Jurtof bekam am Rande mit, wie sie draußen über ihn und seine Torheit lachten. Als das Lachen endlich verstummte, schloss er erleichtert die Augen, riss sie doch direkt wieder auf, als die Tür geöffnet wurde.
Er blinzelte erschrocken als er Erala erkannte, die ihn hasserfüllt ansah.
"Ich bin nur hier, weil es ein kaiserlicher Befehl ist, ansonsten wünschte ich mir, dass du hier elendig verreckst, Mörder."
Sie spie diese Worte geradezu heraus.
Sie ging zu ihm und besah sich den befiederten Schaft.
"Diese Schmerzen verdienst du mehr, als alles andere auf der Welt."
Sie brach den Pfeil ab und Jurtof schrie auf.
Der Schmerz brannte sich wie Feuer durch sein Bein.  Erala machte weiter. Sie rollte eine Tasche aus, in der verschiedenste Eisenwerkzeuge, auf Hochglanz poliert, steckten.
Sie nahm eine Zange, die sie an das Ende des Pfeiles klemmte, und riss die Spitze unbarmherzig heraus. Sie nahm ein sauberes Tuch, das sie auf die Wunde drückte, um die Blutung zu stoppen. Von Jurtof kam kein Laut, denn als Erala ihm ins Gesicht sah, sah sie, dass er in Ohnmacht gefallen war.
"Weichei", knurrte sie.
Ohne ihn eines weiteren Blickes zu würdigen, verließ Erala Jurtof. Als sie vor der Hütte ankam, lehnte sie sich an das grobe Holz der Tür und atmete zitternd ein und aus. Die Ruhe war gespielt, zu sehr hatte die Angst Erala im Griff. Die Kaltblütigkeit, mit der Jurtof Haselb ermordete, ließ einen kalten Schauer über ihren Rücken fahren.

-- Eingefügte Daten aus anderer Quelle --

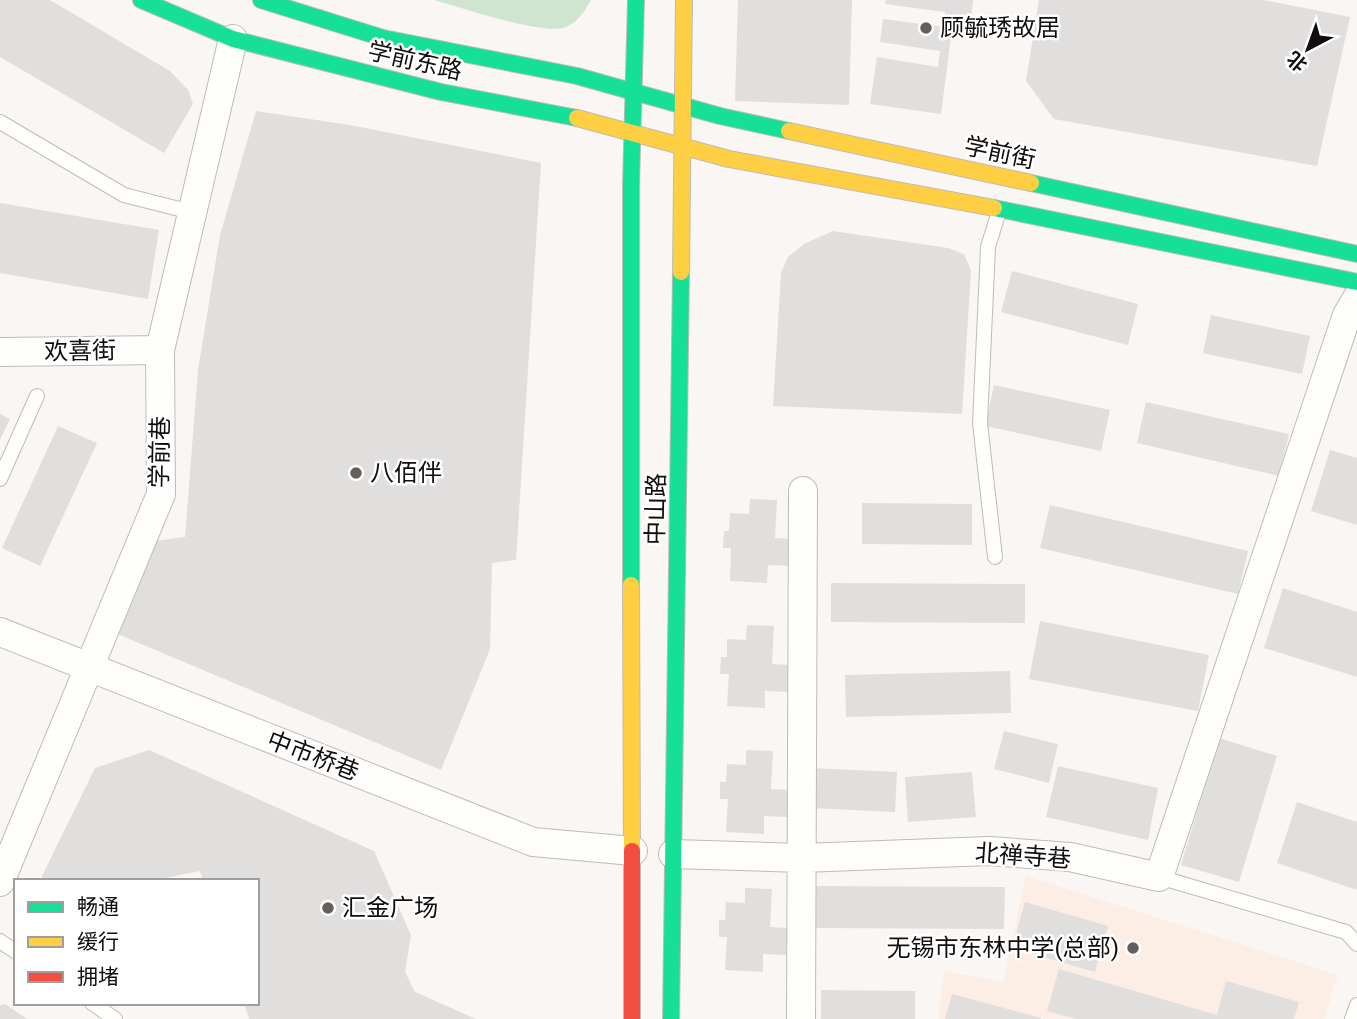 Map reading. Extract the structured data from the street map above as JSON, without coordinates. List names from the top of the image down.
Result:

Sie atmete noch einmal tief ein, dann streckte sie die Schultern durch und lief zügigen Schrittes auf das Gasthaus zu.
Dabei bemerkte sie, dass einige der Dorfbewohnerinnen sie anstarrten und leise miteinander tuschelten. Verwirrt wollte sie die Frauen zur Rede stellen, aber da drehten sich diese bereits um und liefen kopfschüttelnd davon.
'Was war das denn?', fragte sie sich im Stillen, ehe sie ebenfalls den Kopf schüttelte und weiter voranschritt.
Das Dorf war auffallend still. Sonst erklang immer Kindergelächter oder das Gezeter greise Frauen, die über die Kinder schimpften. Normalerweise war jeder zu jeder Zeit recht geschäftig und doch lag diese unheilvolle Stille über den Straßen. Erala schritt voran, besah sich die vertrauten schmutzig gekalkten Wände und blieb stehen, als sie endlich fröhliches Gelächter vernahm. Das Gasthaus erhob sich auf einem sanften Hügel vor ihr, in dessen Rücken die Sonne ihre letzten warmen Strahlen des Tages auf das Land warf. Vor dem Eingang stehen einige Wachen des Kaisers, die für den nötigen Schutz Meridions sorgten. In ihren schwarzen Umhängen und den dunklen Rüstungen sahen sie recht bedrohlich aus, verströmten aber durchaus Ruhe.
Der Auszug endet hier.